65. In Lal Chand Vs. Union of India (supra), Court noticed that deduction for development constitutes two components- one is with reference to area required to be utilized for development work and second is the cost of development work. It further held that deduction for development in respect of residential plot may be higher while not so where it is an industrial plot. Similarly, if acquired land is in a semi-developed urban area or in any undeveloped rural area, then deduction for development may be much less and vary from 25 to 40 percent since some basic infrastructure will already be available. The percentage is only indicative and may vary depending upon relevant factors. With reference to exemplars of transfer of land between private parties, Court would also look into intrinsic evidence, i.e., the exemplar sale deed where it recites financial difficulties of vendor and urgent need to find money as a reason for sale or other similar factors, like litigation or existence of some other dispute. These are all factors constituting intrinsic evidence of a distress sale.

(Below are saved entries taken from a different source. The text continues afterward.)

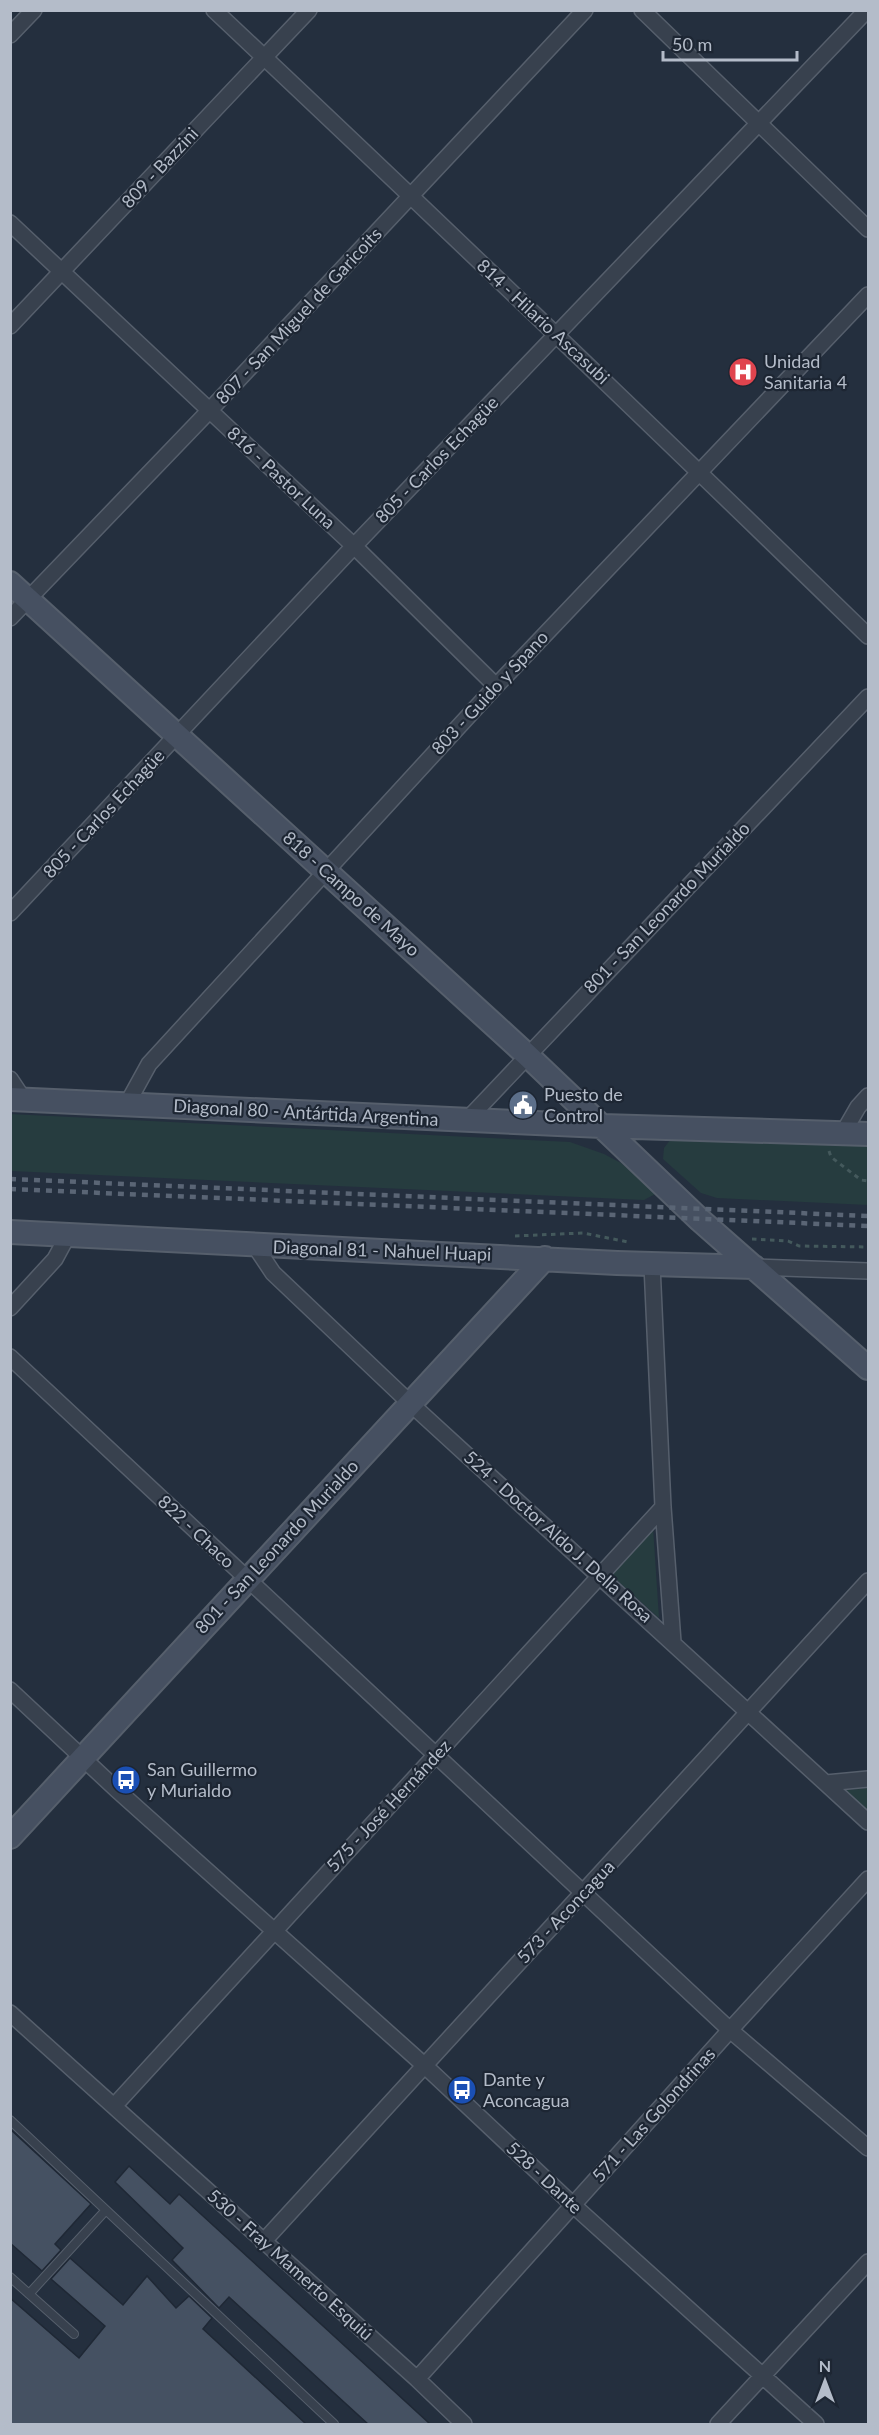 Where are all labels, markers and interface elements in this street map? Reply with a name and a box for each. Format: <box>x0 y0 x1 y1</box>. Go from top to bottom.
scale bar <box>663 24 796 62</box>
text: 50 m <box>672 33 712 55</box>
street label: 809 - Bazzini <box>116 122 202 212</box>
street label: 807 - San Miguel de Garicoits <box>211 222 386 408</box>
street label: 814 - Hilario Ascasubi <box>473 254 615 388</box>
place label: Unidad Sanitaria 4 <box>764 350 847 393</box>
hospital icon: Unidad Sanitaria 4 <box>727 356 759 388</box>
street label: 805 - Carlos Echagüe <box>370 391 503 527</box>
street label: 816 - Pastor Luna <box>223 422 340 533</box>
street label: 803 - Guido y Spano <box>426 626 552 759</box>
street label: 805 - Carlos Echagüe <box>38 744 169 882</box>
street label: 801 - San Leonardo Murialdo <box>579 817 754 998</box>
street label: 818 - Campo de Mayo <box>279 826 425 960</box>
place label: Puesto de Control <box>544 1083 623 1126</box>
public building icon: Puesto de Control <box>507 1089 539 1121</box>
street label: Diagonal 80 - Antártida Argentina <box>173 1094 439 1130</box>
street label: Diagonal 81 - Nahuel Huapi <box>272 1235 492 1265</box>
street label: 524 - Doctor Aldo J. Della Rosa <box>460 1446 658 1627</box>
street label: 801 - San Leonardo Murialdo <box>190 1455 363 1638</box>
street label: 822 - Chaco <box>154 1490 240 1572</box>
street label: 575 - José Hernández <box>321 1735 455 1876</box>
place label: San Guillermo y Murialdo <box>147 1758 257 1801</box>
bus stop icon: San Guillermo y Murialdo <box>110 1764 142 1796</box>
street label: 573 - Aconcagua <box>512 1855 619 1968</box>
street label: 571 - Las Golondrinas <box>587 2042 720 2186</box>
place label: Dante y Aconcagua <box>483 2068 570 2111</box>
bus stop icon: Dante y Aconcagua <box>446 2074 478 2106</box>
street label: 528 - Dante <box>502 2137 587 2218</box>
street label: 530 - Fray Mamerto Esquiú <box>203 2184 378 2344</box>
north arrow <box>795 2351 855 2411</box>
text: N <box>819 2356 831 2375</box>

66. In Lal Chand Vs. Union of India (supra), Court also observed, if acquisition is in regard to a large area of agricultural land in a village and exemplar sale deed is also in respect of an agricultural land in the same village, i.e. it may be possible to rely upon the sale deed as prima facie evidence of prevailing market value even if such land is at the other end of village, i.e. at a distance of one or two kilometers. But, the same may not be appropriate where acquisition relates to plots in a town or city where every locality or road has a different value. A distance of about a kilometer may not make a difference for the purpose of market value in a rural area but even a distance of 50 meters may make a huge difference in market value in urban properties. Thus, distance between two properties, the nature and situation of property, proximity to the village or a road and several other factors may all be relevant in determining market value.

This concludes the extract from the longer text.